Maison indépendante

VIENS JOUER AVEC MON OUICHE.

 

 

François Michel |

 

 

Il faisait chaud, le métro était bloqué juste avant Nation, ligne 6, dans les entrailles, les boyaux, là où le tout crade le dispute au tout noir, et j’étais debout, collé, piégé, trempé, vidé, le nez sur l’épaule d’un gros stupide qui portait une casquette « Viva España ». C’est là que je me la suis imaginée, la fille, une fille, coincée elle aussi entre le tout noir, le tout crade et le tout gluant, et qui d’un coup commençait à me jeter à la tronche la liste de mes échecs, de mes doutes et de mes questionnements les plus tenaces.

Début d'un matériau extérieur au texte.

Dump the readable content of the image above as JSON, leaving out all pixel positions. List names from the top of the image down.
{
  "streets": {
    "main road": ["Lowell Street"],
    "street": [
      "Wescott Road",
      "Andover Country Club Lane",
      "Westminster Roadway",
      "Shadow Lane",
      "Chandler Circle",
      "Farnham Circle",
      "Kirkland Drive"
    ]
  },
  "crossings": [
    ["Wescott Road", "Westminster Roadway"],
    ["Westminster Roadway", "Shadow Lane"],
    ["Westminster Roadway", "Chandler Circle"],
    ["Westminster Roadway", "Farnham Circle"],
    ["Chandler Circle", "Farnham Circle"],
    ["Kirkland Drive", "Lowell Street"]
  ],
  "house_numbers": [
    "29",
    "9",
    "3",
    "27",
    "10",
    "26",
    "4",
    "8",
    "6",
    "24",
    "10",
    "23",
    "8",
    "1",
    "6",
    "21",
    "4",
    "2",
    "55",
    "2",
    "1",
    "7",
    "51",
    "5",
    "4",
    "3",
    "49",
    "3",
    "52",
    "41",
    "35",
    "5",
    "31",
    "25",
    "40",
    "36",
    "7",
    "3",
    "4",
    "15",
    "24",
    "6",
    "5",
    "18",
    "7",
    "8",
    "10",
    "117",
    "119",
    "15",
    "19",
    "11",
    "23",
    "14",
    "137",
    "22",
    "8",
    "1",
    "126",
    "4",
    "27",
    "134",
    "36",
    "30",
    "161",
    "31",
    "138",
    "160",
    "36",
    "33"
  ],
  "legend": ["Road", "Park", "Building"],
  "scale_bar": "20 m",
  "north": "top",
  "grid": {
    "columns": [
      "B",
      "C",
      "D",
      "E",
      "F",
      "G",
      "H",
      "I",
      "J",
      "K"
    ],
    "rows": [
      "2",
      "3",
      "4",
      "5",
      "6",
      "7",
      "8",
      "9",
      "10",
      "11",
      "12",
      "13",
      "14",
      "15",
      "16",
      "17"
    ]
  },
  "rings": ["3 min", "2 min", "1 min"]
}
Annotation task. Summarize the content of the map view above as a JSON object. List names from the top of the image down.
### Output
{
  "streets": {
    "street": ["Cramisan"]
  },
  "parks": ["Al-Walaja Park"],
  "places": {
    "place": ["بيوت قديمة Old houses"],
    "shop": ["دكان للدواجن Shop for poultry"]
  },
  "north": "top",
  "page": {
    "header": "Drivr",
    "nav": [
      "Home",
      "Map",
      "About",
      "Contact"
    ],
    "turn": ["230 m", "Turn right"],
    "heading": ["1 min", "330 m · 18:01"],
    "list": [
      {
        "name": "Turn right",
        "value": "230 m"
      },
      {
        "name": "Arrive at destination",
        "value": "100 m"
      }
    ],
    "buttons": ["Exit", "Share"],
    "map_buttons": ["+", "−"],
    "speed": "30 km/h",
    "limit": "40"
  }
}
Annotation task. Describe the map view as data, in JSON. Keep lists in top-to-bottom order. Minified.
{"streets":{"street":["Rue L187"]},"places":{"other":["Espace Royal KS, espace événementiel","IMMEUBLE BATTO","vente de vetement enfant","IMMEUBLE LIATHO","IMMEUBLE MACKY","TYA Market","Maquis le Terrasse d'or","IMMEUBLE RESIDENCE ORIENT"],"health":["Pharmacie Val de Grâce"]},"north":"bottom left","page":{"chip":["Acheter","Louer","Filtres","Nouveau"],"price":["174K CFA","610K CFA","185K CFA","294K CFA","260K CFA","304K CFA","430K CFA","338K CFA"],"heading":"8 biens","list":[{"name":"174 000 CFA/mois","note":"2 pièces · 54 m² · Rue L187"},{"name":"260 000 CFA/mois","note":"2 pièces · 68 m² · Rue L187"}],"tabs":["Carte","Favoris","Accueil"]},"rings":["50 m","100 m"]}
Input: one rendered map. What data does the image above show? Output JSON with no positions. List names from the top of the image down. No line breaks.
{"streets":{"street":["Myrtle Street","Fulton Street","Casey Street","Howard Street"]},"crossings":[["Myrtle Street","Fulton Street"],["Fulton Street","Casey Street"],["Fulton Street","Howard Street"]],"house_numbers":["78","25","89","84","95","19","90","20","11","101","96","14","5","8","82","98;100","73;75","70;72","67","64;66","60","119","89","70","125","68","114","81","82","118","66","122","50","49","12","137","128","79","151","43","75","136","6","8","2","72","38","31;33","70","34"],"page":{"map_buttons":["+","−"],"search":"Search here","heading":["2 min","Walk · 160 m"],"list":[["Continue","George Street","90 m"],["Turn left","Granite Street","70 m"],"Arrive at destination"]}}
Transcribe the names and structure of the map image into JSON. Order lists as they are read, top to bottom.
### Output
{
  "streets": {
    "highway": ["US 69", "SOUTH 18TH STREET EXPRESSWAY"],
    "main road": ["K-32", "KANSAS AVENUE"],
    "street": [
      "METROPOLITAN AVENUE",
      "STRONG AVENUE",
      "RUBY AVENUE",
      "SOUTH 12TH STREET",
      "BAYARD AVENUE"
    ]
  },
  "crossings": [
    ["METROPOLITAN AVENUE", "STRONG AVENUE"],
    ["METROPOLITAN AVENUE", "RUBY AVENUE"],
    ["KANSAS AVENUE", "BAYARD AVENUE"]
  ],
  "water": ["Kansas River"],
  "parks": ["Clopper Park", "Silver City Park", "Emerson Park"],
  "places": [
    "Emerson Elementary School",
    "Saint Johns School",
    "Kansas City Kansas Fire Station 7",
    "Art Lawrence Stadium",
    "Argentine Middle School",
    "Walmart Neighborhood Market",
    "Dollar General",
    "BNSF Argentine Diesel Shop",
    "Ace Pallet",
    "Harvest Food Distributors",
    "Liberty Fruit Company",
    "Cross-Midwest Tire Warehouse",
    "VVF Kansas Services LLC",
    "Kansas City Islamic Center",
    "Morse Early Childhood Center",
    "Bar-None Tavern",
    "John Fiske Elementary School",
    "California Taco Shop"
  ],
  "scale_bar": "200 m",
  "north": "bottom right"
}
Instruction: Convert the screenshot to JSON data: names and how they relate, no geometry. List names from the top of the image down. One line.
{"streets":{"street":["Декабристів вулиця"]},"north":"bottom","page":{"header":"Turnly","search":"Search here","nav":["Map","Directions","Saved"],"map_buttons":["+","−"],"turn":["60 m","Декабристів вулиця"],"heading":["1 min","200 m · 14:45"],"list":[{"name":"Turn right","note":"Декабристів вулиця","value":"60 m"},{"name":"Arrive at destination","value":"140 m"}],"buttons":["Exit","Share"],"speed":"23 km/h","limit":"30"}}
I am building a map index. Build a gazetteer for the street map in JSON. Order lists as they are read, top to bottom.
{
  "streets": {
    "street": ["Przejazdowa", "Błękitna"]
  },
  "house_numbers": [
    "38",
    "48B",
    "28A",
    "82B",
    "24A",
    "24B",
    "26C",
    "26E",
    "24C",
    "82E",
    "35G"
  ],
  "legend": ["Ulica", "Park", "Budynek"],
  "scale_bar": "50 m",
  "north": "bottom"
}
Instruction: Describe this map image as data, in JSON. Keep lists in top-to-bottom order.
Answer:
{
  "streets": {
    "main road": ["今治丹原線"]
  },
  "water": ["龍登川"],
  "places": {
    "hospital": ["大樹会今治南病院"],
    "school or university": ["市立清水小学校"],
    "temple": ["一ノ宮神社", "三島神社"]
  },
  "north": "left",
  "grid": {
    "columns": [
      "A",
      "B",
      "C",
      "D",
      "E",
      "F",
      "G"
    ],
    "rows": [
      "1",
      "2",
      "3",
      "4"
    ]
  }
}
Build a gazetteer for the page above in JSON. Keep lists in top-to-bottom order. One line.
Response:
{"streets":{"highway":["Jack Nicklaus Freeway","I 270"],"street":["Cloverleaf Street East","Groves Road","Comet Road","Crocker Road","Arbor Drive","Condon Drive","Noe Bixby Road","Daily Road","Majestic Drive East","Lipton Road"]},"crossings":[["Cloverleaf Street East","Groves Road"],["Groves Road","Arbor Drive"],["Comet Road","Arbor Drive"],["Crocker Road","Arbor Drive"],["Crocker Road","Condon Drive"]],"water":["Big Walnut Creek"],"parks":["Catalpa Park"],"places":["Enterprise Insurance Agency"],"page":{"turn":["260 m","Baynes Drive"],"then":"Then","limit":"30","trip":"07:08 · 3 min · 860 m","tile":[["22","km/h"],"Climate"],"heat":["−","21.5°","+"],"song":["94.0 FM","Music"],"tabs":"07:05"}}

Elle me disait tout ça avec un sourire insistant, pour me rappeler qu’après tout, rien n’était de sa faute à elle, qu’elle n’était même pas une Cassandre, simplement le messager. Elle en arriva évidemment à me parler de Denise, à quel point elle la trouvait moche, à quel point c’était bordélique, elle n’y comprenait rien, sans queue ni tête, ni même le reste d’ailleurs. Le gros « Viva España » était la preuve vivante que les Américains cherchaient pour décider une bonne fois pour toute que non, les Français ne se lavent pas. Il est peut-être Espagnol, en même temps. Et moi je regardais la fille au fond des yeux et je mourrais d’envie de lui chanter des chansons paillardes, juste pour le plaisir de lui sortir des obscénités que son regard prude aurait rejetées avec dégout. Il y a en a une surtout, qui dit « viens jouer avec mon ouiche », j’hésitais d’ailleurs sur l’orthographie du mot avant de décider qu’au fond on s’en foutait, l’important c’était le thème.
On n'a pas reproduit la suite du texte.